PROBLEM DESCRIPTION -> The word "Transcribe" marks the lines you need; copy each of them from the data.

INPUT FOR THIS TASK Block Start

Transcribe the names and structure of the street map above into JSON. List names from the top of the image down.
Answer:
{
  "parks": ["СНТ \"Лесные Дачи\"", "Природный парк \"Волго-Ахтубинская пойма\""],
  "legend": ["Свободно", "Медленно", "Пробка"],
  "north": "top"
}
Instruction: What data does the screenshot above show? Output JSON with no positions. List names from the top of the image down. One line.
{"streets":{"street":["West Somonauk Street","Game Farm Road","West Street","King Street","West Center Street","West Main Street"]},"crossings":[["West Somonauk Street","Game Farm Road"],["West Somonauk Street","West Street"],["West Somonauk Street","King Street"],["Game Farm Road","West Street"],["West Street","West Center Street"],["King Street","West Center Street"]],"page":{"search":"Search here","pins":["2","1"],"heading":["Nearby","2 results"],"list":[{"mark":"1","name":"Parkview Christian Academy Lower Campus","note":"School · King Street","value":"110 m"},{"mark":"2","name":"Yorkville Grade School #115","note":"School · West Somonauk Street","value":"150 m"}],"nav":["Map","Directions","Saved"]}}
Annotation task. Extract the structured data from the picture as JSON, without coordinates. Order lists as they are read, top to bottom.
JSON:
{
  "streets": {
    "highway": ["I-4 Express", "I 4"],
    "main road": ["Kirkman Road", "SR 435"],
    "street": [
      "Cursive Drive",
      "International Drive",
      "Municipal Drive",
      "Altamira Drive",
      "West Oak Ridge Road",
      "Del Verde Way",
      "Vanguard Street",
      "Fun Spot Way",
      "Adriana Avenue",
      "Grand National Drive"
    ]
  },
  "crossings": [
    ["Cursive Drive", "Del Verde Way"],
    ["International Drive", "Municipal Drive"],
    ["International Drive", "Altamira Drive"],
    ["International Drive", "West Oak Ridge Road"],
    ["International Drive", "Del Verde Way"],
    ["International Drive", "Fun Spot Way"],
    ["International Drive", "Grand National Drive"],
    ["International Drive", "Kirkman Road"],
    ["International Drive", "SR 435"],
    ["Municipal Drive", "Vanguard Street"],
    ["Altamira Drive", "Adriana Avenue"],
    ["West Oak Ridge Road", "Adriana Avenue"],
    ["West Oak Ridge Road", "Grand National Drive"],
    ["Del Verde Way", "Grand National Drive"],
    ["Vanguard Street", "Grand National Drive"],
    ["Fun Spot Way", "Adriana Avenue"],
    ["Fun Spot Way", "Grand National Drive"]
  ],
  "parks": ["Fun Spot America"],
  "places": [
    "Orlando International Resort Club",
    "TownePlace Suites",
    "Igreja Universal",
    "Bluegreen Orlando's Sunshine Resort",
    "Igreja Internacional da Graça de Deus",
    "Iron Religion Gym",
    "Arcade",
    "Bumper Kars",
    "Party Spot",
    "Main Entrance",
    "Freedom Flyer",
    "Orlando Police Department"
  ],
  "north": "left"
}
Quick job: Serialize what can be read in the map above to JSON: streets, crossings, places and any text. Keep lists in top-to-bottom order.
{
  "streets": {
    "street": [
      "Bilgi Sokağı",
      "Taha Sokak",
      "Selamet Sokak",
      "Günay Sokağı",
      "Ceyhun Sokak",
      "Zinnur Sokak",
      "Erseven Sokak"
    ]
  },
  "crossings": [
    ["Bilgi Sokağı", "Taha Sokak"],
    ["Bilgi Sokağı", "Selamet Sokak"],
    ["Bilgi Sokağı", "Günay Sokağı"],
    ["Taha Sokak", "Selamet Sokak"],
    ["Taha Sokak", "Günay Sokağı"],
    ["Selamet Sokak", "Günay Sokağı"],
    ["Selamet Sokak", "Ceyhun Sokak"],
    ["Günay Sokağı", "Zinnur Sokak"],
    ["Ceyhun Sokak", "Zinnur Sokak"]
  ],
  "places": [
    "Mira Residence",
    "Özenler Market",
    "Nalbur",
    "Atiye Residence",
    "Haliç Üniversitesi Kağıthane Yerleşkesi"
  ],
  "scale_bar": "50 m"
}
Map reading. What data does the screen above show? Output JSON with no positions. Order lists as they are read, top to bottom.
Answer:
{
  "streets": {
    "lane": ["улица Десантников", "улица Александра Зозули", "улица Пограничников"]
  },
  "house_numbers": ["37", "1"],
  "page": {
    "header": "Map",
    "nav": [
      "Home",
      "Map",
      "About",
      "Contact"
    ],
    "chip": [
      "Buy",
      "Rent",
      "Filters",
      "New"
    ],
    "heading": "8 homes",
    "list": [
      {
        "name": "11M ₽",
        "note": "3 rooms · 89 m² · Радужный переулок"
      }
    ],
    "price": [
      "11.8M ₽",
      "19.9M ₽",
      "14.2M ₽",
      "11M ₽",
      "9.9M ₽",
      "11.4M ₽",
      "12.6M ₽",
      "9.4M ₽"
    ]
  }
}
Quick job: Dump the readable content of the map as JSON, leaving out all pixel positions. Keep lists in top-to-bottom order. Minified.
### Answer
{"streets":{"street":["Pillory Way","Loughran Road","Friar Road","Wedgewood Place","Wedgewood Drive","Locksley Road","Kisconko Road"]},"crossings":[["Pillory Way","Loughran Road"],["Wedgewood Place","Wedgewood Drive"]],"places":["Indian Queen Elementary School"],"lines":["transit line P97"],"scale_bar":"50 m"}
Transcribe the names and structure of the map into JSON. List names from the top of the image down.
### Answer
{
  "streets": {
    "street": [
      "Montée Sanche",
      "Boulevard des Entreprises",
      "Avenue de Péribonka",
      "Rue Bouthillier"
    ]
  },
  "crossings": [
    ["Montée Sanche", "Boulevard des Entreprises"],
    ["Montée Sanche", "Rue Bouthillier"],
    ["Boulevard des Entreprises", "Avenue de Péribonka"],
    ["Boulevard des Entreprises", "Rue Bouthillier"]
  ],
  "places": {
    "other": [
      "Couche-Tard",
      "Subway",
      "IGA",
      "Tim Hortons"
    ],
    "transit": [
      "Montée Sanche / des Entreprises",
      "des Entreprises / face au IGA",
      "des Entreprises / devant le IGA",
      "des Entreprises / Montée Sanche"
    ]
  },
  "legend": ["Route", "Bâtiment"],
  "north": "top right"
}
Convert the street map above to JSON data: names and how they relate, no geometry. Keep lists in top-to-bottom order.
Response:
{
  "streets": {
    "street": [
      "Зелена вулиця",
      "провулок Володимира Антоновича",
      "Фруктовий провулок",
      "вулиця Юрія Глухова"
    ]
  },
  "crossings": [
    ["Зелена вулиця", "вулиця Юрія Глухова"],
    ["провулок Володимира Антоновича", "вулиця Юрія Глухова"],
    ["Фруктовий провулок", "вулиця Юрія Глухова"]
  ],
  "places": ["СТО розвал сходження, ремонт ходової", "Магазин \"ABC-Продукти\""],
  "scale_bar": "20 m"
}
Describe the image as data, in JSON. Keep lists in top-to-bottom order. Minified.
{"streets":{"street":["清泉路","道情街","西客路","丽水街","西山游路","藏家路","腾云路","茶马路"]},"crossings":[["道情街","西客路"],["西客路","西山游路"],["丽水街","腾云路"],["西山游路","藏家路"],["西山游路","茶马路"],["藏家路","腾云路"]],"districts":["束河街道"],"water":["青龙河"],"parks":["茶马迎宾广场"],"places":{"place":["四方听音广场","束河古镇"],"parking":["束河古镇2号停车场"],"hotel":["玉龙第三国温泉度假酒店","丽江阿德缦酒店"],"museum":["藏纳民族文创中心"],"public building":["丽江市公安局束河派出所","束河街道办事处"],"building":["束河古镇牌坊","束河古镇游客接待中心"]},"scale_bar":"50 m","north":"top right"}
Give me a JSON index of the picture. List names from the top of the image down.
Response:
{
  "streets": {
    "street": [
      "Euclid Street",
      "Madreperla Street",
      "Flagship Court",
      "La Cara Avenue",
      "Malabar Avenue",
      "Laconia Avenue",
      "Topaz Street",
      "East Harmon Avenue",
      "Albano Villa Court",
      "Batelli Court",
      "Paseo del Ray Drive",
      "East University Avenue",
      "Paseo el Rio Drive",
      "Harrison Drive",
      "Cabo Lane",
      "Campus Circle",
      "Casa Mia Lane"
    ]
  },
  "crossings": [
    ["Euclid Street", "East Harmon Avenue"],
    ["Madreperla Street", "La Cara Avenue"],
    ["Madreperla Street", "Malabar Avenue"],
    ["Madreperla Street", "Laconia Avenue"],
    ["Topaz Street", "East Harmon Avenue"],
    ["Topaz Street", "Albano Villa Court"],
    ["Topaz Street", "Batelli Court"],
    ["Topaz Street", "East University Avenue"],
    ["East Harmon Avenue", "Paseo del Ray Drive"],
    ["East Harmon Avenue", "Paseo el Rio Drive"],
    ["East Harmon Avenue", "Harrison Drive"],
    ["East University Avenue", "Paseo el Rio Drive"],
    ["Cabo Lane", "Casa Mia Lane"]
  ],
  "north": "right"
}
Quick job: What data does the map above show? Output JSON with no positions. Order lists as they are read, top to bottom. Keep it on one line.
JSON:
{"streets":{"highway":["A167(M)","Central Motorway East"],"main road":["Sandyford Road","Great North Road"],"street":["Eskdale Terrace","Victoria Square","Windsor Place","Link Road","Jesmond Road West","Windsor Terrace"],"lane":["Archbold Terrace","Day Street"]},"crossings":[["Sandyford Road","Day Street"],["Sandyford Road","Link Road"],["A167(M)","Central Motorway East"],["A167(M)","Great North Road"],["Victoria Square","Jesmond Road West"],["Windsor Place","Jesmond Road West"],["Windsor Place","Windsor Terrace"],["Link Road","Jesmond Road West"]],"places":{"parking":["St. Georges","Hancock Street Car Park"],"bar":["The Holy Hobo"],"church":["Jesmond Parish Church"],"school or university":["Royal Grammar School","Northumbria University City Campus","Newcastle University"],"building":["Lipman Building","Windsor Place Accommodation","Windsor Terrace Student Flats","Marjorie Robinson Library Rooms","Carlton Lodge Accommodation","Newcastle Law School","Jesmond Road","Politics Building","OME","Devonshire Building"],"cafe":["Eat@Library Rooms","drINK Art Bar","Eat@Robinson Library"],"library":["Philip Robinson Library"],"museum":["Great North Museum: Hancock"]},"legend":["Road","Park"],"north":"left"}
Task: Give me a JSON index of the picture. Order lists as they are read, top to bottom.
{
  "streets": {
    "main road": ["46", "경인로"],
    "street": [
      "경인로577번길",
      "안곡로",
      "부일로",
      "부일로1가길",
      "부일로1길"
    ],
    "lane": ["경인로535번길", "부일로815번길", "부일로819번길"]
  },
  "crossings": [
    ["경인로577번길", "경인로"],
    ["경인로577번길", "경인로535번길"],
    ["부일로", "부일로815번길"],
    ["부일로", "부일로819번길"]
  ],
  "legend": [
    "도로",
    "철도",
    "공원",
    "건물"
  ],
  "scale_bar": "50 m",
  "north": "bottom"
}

INPUT FOR THIS TASK Block End

SOLUTION TO THE EXERCISE ->
Transcribe the names and structure of the street map above into JSON. List names from the top of the image down.
Transcribe the names and structure of the map into JSON. List names from the top of the image down.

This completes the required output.